■ **Records for this task**
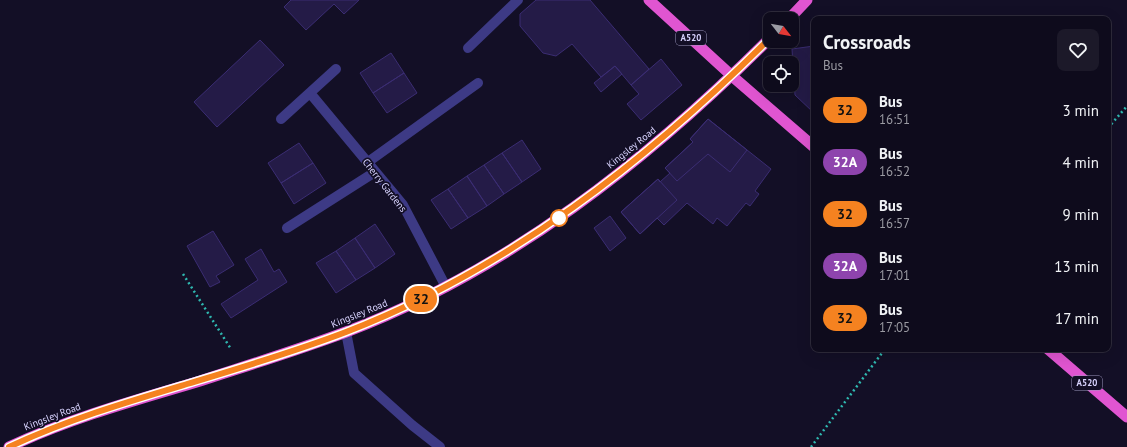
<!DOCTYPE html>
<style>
:root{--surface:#0e0b1c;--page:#1c1929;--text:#f1f3f6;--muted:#9b9ba3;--line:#2e2b3b}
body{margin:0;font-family:"PT Sans",sans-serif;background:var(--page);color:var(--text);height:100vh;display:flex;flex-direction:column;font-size:15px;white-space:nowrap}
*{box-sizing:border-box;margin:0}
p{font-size:13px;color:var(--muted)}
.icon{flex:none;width:22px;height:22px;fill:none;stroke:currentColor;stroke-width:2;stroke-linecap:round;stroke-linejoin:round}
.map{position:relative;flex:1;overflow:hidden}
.details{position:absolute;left:811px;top:16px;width:300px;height:336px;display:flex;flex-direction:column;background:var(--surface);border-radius:8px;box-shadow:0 4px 16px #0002,0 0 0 1px var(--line)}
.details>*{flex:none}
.badge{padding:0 8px;border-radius:13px;font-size:14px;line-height:26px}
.needle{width:26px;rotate:121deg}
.buttons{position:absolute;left:763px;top:12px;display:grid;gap:8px}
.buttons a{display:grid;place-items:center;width:36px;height:36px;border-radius:8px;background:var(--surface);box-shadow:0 4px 16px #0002,0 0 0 1px var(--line);font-size:20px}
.map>.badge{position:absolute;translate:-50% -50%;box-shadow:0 0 0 2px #fff}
.round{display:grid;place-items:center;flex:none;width:42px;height:42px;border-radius:8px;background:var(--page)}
.head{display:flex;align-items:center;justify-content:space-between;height:68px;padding:0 12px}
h1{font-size:19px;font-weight:800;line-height:30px}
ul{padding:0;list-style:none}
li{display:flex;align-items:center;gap:12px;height:52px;padding:0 12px}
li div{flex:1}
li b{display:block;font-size:15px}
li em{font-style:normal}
li .badge{min-width:44px;font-weight:700;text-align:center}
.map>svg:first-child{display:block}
</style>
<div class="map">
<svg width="1127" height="447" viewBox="0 0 1127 447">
<rect width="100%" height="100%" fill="#130f26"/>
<path fill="#241b47" stroke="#3b2d73" d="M291,0H359L344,14L334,4L306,30L284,7Z
M536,0H590L649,69L631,85L615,66L601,77L572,44L556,56L543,53L520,26V14Z
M260,40L284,65L217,127L194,102Z
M814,46V113L795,95L792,49Z
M391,53L404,73L373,93L360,73Z
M661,59L682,85L641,120L627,104L639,94L631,85Z
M615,66L622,74L601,92L594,83Z
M404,73L417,93L387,113L373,93Z
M708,119L771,169L755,191L759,194L750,206L746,203L727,226L717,218L713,224L687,203L664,225L657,218L640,234L621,212L658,179L660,182L670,173L665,168L693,142L690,139Z
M708,119L747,150L730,172L708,154L677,181L665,168L693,142L690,139Z
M522,140L541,169L522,182L502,153Z
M299,143L313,163L281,183L268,163Z
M502,153L522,182L504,194L484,165Z
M313,163L326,183L294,204L281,183Z
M484,165L504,194L487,206L467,176Z
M467,176L487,206L468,218L448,189Z
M658,179L677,200L640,234L621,212Z
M448,189L468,218L451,229L431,200Z
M610,216L626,238L610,251L594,228Z
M375,224L395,254L375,268L355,238Z
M213,231L234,265L216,276L220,282L210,287L187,246Z
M355,238L375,268L356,280L336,251Z
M261,249L274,272L279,269L287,282L231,318L221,304L258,280L245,259Z
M336,251L356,280L336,293L316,263Z"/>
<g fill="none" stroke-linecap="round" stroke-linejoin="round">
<path stroke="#2fb8b0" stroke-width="2.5" stroke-dasharray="2 3" stroke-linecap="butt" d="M1108,128L1127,106
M183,274L231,349
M811,447L885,349"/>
<path stroke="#3d3a85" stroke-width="10" d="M468,48L518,0
M368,162L478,83
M287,228L375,172
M346,332L354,373L412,425L440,447"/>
<path stroke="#3d3a85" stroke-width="10" d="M310,93L403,205L446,287
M281,119L336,69"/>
<path stroke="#e055d1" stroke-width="11" d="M649,0L732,76L814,147
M789,19L807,0
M1048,349L1127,417
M9,447C70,418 136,400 200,381C249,365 298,350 346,332C509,270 648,160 770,38"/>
</g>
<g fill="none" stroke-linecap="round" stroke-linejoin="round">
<defs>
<path id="line" d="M9,447C66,420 127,402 187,384C240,368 294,352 346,332C509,269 648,160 770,38"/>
</defs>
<use href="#line" stroke="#fff" stroke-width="9"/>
<use href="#line" stroke="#f58220" stroke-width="6"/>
</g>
<circle fill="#fff" stroke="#f58220" stroke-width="2" cx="559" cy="218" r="8"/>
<g text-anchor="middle" stroke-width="3.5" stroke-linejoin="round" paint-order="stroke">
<g fill="#130f26" stroke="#9e99be" stroke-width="1">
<rect x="676" y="31" width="30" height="14" rx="3"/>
<rect x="1072" y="376" width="30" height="14" rx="3"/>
</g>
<g font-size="9" font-weight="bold" fill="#d9d4ff">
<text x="691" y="41">A520</text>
<text x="1087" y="386">A520</text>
</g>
<g font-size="10" fill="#d9d4ff" stroke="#130f26">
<text transform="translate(631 147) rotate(-39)" y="4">Kingsley Road</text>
<text transform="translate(385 185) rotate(52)" y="4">Cherry Gardens</text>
<text transform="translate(359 313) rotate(-22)" y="4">Kingsley Road</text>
<text transform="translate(52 416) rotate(-21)" y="4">Kingsley Road</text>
</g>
</g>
</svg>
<div class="buttons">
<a><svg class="needle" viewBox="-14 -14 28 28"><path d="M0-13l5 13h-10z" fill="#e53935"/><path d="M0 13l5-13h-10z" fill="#9b9ba3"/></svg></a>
<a><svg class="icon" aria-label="locate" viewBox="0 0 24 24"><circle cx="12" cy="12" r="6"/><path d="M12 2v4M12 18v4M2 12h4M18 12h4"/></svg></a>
</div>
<b class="badge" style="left:421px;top:299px;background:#f58220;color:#111">32</b>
<section class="details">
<div class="head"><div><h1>Crossroads</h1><p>Bus</p></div><a class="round"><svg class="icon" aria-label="heart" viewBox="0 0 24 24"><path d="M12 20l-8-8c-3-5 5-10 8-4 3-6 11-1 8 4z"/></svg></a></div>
<ul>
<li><span class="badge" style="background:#f58220;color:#111">32</span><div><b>Bus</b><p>16:51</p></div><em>3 min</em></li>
<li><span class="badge" style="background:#8e44ad;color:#fff">32A</span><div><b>Bus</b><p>16:52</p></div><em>4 min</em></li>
<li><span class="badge" style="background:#f58220;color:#111">32</span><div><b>Bus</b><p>16:57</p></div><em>9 min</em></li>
<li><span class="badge" style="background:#8e44ad;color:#fff">32A</span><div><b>Bus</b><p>17:01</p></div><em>13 min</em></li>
<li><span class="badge" style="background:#f58220;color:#111">32</span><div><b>Bus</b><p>17:05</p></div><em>17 min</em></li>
</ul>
</section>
</div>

■ **Exercise prompt**
In the listing above, find each line with the word "margin" and return it.

■ **Answer box**
body{margin:0;font-family:"PT Sans",sans-serif;background:var(--page);color:var(--text);height:100vh;display:flex;flex-direction:column;font-size:15px;white-space:nowrap}
*{box-sizing:border-box;margin:0}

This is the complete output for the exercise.